___ Exercise input

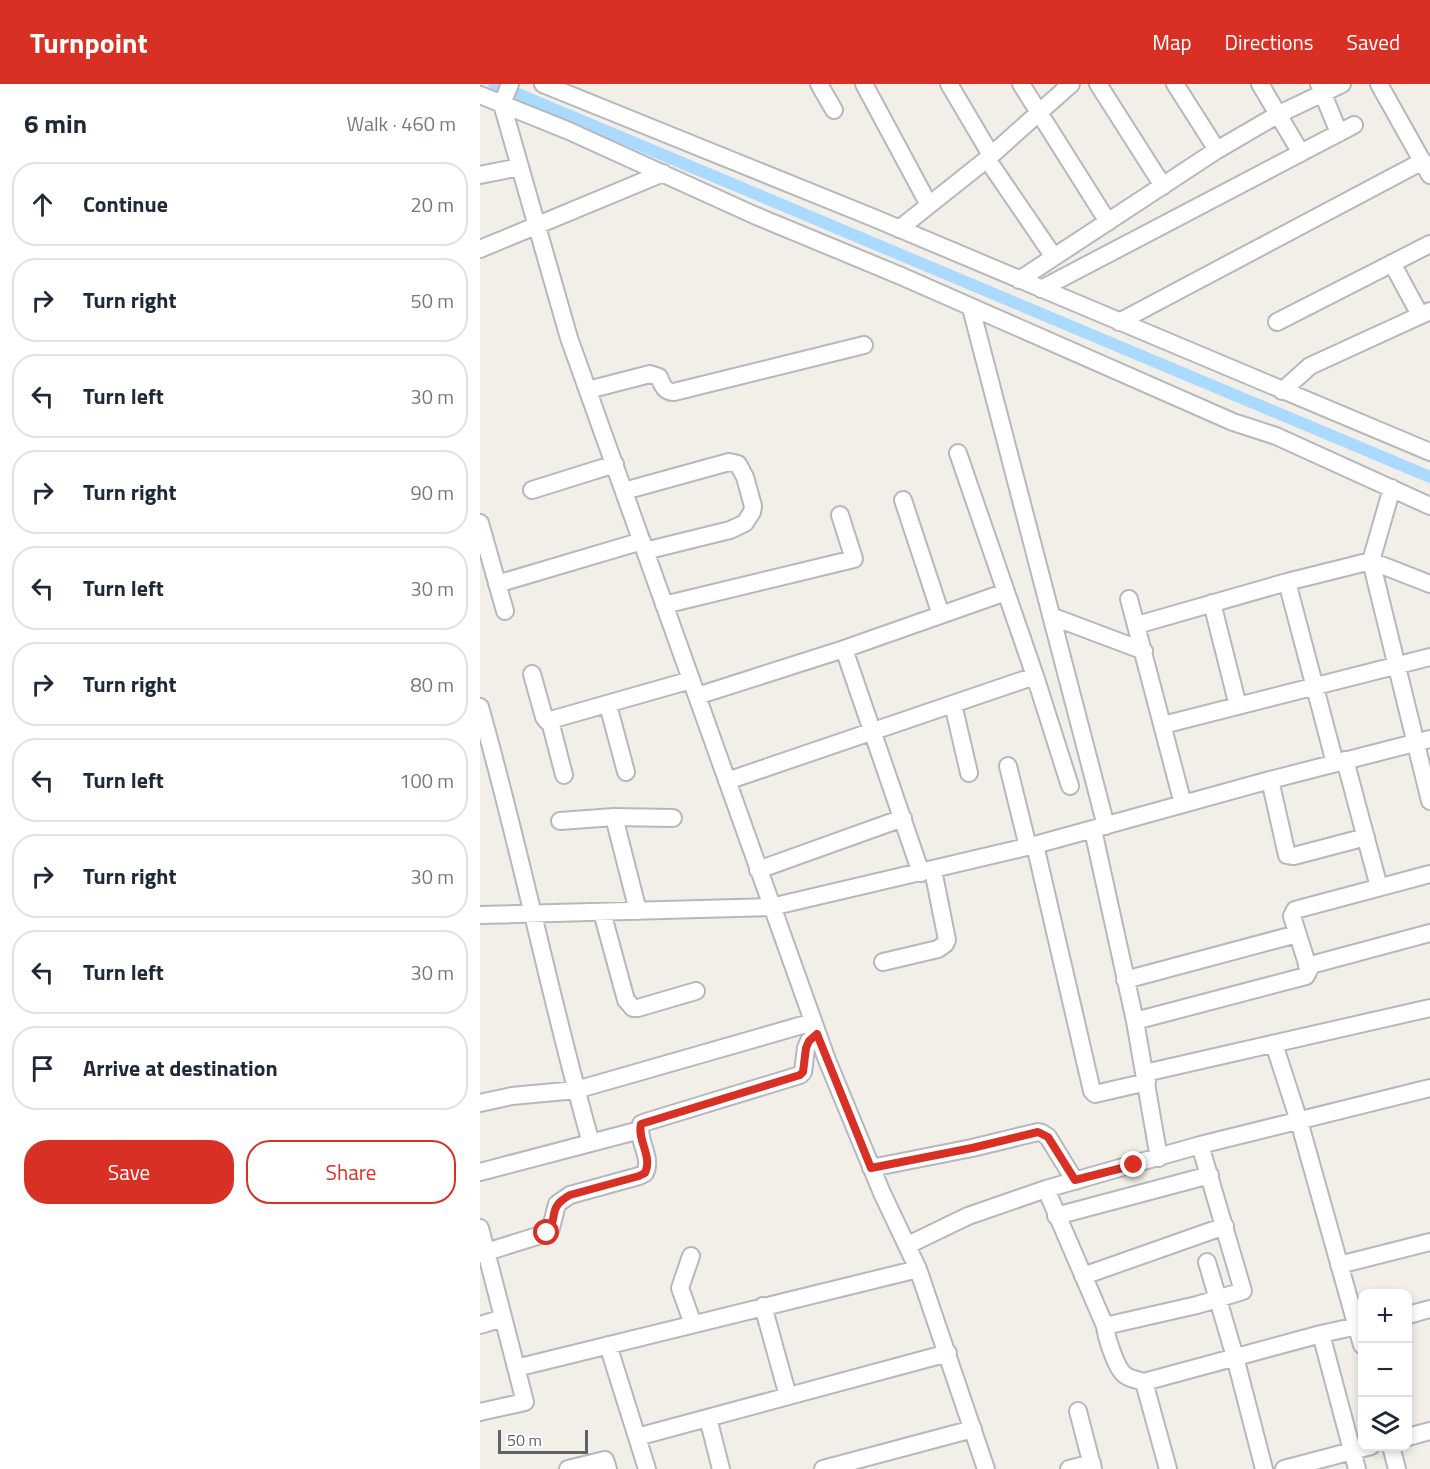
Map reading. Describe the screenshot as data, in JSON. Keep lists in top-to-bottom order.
{
  "scale_bar": "50 m",
  "page": {
    "header": "Turnpoint",
    "nav": ["Map", "Directions", "Saved"],
    "heading": ["6 min", "Walk · 460 m"],
    "list": [
      ["Continue", "20 m"],
      ["Turn right", "50 m"],
      ["Turn left", "30 m"],
      ["Turn right", "90 m"],
      ["Turn left", "30 m"],
      ["Turn right", "80 m"],
      ["Turn left", "100 m"],
      ["Turn right", "30 m"],
      ["Turn left", "30 m"],
      "Arrive at destination"
    ],
    "buttons": ["Save", "Share"],
    "map_buttons": ["+", "−"],
    "scale": "50 m"
  }
}
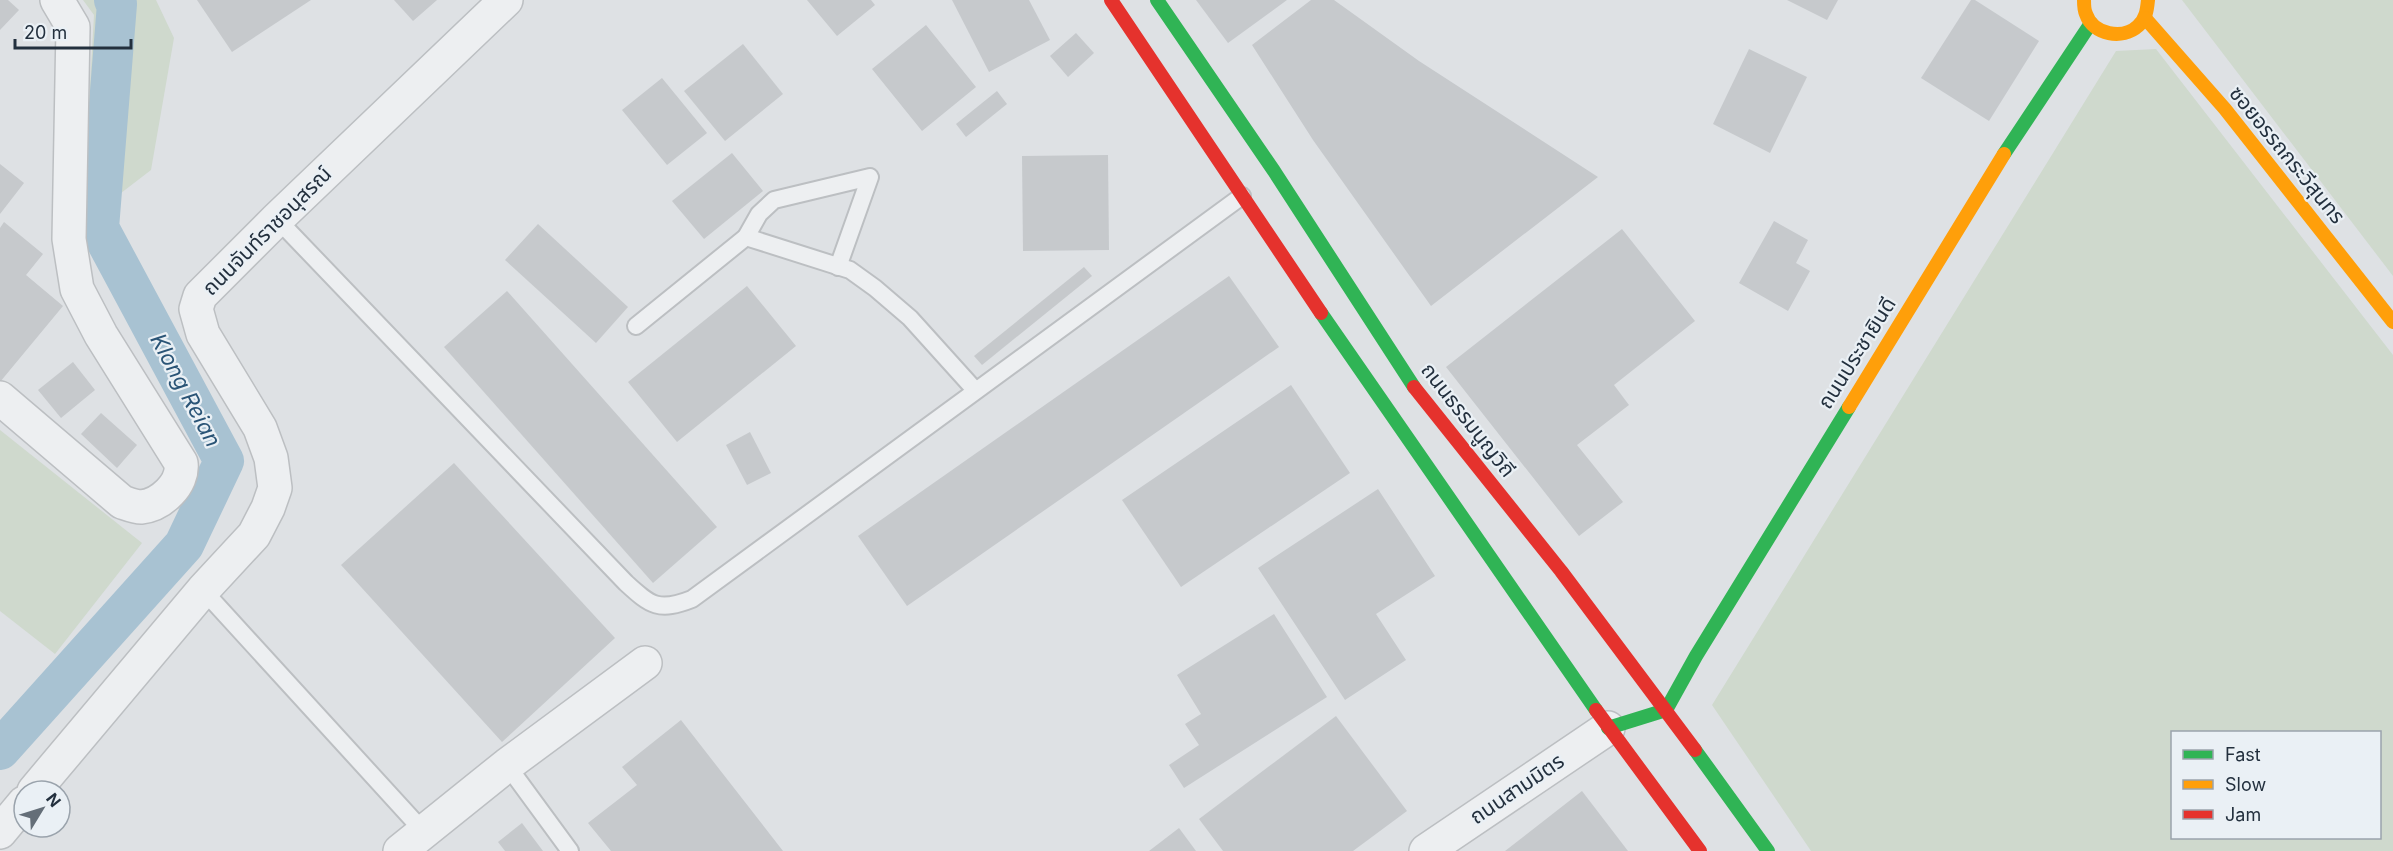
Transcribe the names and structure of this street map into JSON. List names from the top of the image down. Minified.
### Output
{"streets":{"street":["ซอยอรรถกระวีสุนทร","ถนนจันท์ราชอนุสรณ์","ถนนประชายินดี","ถนนธรรมนูญวิถี","ถนนสามมิตร"]},"crossings":[["ถนนประชายินดี","ถนนธรรมนูญวิถี"]],"water":["Klong Reian"],"legend":["Fast","Slow","Jam"],"scale_bar":"20 m","north":"top right"}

______

Output every line above exactly as it stands, and drop any picture.

■ Written answer
Map reading. Describe the screenshot as data, in JSON. Keep lists in top-to-bottom order.
{
  "scale_bar": "50 m",
  "page": {
    "header": "Turnpoint",
    "nav": ["Map", "Directions", "Saved"],
    "heading": ["6 min", "Walk · 460 m"],
    "list": [
      ["Continue", "20 m"],
      ["Turn right", "50 m"],
      ["Turn left", "30 m"],
      ["Turn right", "90 m"],
      ["Turn left", "30 m"],
      ["Turn right", "80 m"],
      ["Turn left", "100 m"],
      ["Turn right", "30 m"],
      ["Turn left", "30 m"],
      "Arrive at destination"
    ],
    "buttons": ["Save", "Share"],
    "map_buttons": ["+", "−"],
    "scale": "50 m"
  }
}
Transcribe the names and structure of this street map into JSON. List names from the top of the image down. Minified.
### Output
{"streets":{"street":["ซอยอรรถกระวีสุนทร","ถนนจันท์ราชอนุสรณ์","ถนนประชายินดี","ถนนธรรมนูญวิถี","ถนนสามมิตร"]},"crossings":[["ถนนประชายินดี","ถนนธรรมนูญวิถี"]],"water":["Klong Reian"],"legend":["Fast","Slow","Jam"],"scale_bar":"20 m","north":"top right"}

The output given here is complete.